Al centro della riflessione c'è il significato stesso della pubblicazione delle pagelle sui social. «Pubblicare una pagella non significa semplicemente condividere un risultato scolastico. Significa trasformare un momento del percorso formativo, spesso carico di emozioni, aspettative e fragilità, in un contenuto destinato alla valutazione collettiva», afferma il presidente del CNDDU. Il rischio, aggiunge, è quello di «ridurre la complessità della crescita personale a un indicatore numerico, alimentando una cultura della prestazione nella quale il valore della persona tende a coincidere con il successo misurabile».
Pesavento invita inoltre a ricordare che dietro ogni voto esiste un percorso personale spesso invisibile. «Ogni voto racconta una storia che nessuna fotografia può restituire: impegno, difficoltà, resilienza, contesti familiari, talenti ancora in formazione, ostacoli superati o ancora da affrontare». Per questo motivo, trasformare quei risultati in contenuti pubblici significa «sottrarli alla dimensione educativa della relazione per consegnarli alla logica dell'approvazione sociale, dove il numero dei "like" finisce per sostituire il dialogo autentico».
Il Coordinamento richiama anche il diritto dei minori alla tutela della propria identità digitale.

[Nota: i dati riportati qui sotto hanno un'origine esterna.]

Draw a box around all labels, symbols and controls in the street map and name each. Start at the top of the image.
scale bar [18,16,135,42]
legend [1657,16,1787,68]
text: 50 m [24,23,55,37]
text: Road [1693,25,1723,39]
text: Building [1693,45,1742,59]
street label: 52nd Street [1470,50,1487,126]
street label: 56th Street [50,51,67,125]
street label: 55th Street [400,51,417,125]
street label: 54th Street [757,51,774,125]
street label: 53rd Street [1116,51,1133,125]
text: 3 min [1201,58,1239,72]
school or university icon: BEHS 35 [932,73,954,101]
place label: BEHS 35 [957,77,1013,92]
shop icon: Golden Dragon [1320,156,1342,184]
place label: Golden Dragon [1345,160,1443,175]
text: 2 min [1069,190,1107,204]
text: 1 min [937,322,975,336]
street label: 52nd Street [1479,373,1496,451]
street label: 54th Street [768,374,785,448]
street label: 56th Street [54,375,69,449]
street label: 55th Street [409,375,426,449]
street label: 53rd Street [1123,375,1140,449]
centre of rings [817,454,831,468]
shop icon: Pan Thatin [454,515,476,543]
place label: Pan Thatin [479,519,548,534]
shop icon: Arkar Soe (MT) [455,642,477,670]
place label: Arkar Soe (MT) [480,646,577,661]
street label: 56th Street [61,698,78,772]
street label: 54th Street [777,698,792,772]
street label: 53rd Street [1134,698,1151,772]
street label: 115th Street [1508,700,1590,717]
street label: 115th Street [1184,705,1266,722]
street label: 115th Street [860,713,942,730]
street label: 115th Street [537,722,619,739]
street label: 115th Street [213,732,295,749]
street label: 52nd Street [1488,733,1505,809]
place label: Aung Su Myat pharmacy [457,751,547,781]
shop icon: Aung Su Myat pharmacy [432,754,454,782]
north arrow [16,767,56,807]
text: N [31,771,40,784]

Secondo il presidente, «ogni informazione condivisa oggi contribuisce alla costruzione di un'impronta digitale destinata ad accompagnare bambini e adolescenti ben oltre il tempo della scuola». E aggiunge un principio etico destinato ad alimentare il confronto: «Il consenso dei genitori alla pubblicazione non esaurisce la questione etica, poiché il diritto all'autodeterminazione digitale appartiene innanzitutto ai futuri cittadini che quei bambini diventeranno».
L'esperimento, prosegue il CNDDU, mette inoltre in evidenza le responsabilità degli adulti nell'ecosistema digitale. «Gli adulti non possono limitarsi a denunciare i comportamenti superficiali delle nuove generazioni se sono i primi a praticare modalità comunicative caratterizzate da letture frettolose, condivisioni acritiche e reazioni emotive prive di verifica». Per Pesavento «l'educazione digitale non si insegna esclusivamente attraverso lezioni o regolamenti, ma soprattutto mediante la coerenza dei comportamenti quotidiani».
Anche il successivo esperimento sulla falsa interpretazione della pagella di Albert Einstein rappresenta, secondo il CNDDU, un'ulteriore conferma di quanto sia facile alimentare la disinformazione quando viene meno il controllo delle fonti. «La capacità di sospendere il giudizio, leggere integralmente un testo e accertarne l'attendibilità costituisce oggi una delle competenze civiche più urgenti da coltivare», afferma il presidente.
Per il Coordinamento, la scuola del XXI secolo deve andare oltre la semplice prevenzione del cyberbullismo o dell'uso scorretto delle tecnologie. L'obiettivo è costruire «una vera ecologia della comunicazione, nella quale il rispetto della dignità della persona, la tutela della privacy, il pensiero critico e la responsabilità nella produzione e nella diffusione dei contenuti diventino elementi strutturali dell'educazione alla cittadinanza».
In conclusione, il CNDDU auspica che il caso possa aprire un confronto nazionale sul ruolo educativo degli adulti nell'era digitale. «Non basta chiedere ai giovani di essere cittadini digitali consapevoli: occorre che gli adulti dimostrino, con i propri comportamenti, che la responsabilità precede sempre la condivisione, che il rispetto viene prima della visibilità e che il valore di una persona non può essere ridotto alla fotografia di una pagella», conclude Romano Pesavento.